Which way are the endian APIs supposed to go?

CTMacUser · April 29, 2019, 8:14pm

In a playground I tried:

var g: UInt16 = 0  // 0
g <<= 8  // 0
g |= UInt16(0x12)  // 18
g <<= 8  // 4608
g |= UInt16(0xAB)  // 4779
String(g, radix: 16, uppercase: true)  // "12AB"
String(UInt16(bigEndian: g), radix: 16, uppercase: true)  // "AB12"
String(UInt16(littleEndian: g), radix: 16, uppercase: true)  // "12AB"
String(g.bigEndian, radix: 16, uppercase: true)  // "AB12"
String(g.littleEndian, radix: 16, uppercase: true)  // "12AB"

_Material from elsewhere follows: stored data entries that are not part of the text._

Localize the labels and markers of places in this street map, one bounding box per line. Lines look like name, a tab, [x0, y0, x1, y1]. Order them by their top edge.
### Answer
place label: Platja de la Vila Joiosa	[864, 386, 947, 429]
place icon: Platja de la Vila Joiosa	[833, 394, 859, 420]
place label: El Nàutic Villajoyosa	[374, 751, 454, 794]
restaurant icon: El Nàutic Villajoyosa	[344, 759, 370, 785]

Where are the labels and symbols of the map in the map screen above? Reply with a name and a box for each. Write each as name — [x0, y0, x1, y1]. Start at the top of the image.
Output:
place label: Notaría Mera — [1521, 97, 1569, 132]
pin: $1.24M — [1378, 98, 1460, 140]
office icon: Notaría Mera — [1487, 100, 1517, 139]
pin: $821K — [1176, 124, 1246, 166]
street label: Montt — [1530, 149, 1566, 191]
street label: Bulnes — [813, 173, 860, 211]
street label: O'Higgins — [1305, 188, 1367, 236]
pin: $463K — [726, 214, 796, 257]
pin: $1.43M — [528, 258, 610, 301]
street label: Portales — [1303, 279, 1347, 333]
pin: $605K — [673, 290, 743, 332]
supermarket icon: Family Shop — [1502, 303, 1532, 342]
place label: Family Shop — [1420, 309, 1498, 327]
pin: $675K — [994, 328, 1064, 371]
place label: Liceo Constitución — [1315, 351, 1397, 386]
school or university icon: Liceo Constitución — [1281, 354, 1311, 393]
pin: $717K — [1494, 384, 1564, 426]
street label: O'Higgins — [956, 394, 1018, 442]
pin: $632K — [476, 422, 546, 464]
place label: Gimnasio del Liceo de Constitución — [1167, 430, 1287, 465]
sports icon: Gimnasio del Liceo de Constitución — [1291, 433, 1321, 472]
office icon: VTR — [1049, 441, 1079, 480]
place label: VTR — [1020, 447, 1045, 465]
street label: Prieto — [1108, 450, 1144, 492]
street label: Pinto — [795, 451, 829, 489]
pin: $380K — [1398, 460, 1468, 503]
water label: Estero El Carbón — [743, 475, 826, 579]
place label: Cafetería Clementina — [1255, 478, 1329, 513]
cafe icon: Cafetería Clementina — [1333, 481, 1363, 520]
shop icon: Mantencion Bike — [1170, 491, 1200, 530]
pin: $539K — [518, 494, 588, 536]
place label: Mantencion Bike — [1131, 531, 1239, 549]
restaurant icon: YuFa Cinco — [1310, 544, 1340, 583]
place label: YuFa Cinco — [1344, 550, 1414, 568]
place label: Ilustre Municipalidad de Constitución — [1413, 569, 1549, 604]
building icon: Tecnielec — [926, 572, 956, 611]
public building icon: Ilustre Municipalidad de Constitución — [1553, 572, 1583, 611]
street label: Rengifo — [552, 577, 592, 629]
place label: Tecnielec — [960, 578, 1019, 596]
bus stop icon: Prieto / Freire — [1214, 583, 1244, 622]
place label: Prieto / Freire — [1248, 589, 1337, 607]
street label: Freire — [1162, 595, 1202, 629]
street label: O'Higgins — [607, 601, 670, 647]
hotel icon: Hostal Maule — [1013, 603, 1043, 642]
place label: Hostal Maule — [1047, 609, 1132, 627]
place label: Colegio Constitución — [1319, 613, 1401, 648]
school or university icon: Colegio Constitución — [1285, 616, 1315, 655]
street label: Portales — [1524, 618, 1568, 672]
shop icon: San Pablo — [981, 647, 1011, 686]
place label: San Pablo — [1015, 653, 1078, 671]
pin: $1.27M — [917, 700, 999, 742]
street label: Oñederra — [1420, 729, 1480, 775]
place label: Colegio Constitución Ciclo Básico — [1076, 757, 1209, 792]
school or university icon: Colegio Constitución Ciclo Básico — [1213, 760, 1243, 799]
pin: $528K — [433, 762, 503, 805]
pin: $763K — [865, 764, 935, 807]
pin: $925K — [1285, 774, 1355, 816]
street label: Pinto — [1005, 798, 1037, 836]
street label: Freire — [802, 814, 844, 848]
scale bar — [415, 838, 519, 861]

I loaded the octets into g with the more significant one first. So I thought I should use the big-endian setting. But that's wrong, I needed the little-endian one. BTW, I'm using an (Intel) Mac, so my system is a little-endian one. Would my assumption of converting a manually big-endian construction with the big-endian initializer work I was on a big-endian system? (Maybe someone with a big-endian Linux system could check?)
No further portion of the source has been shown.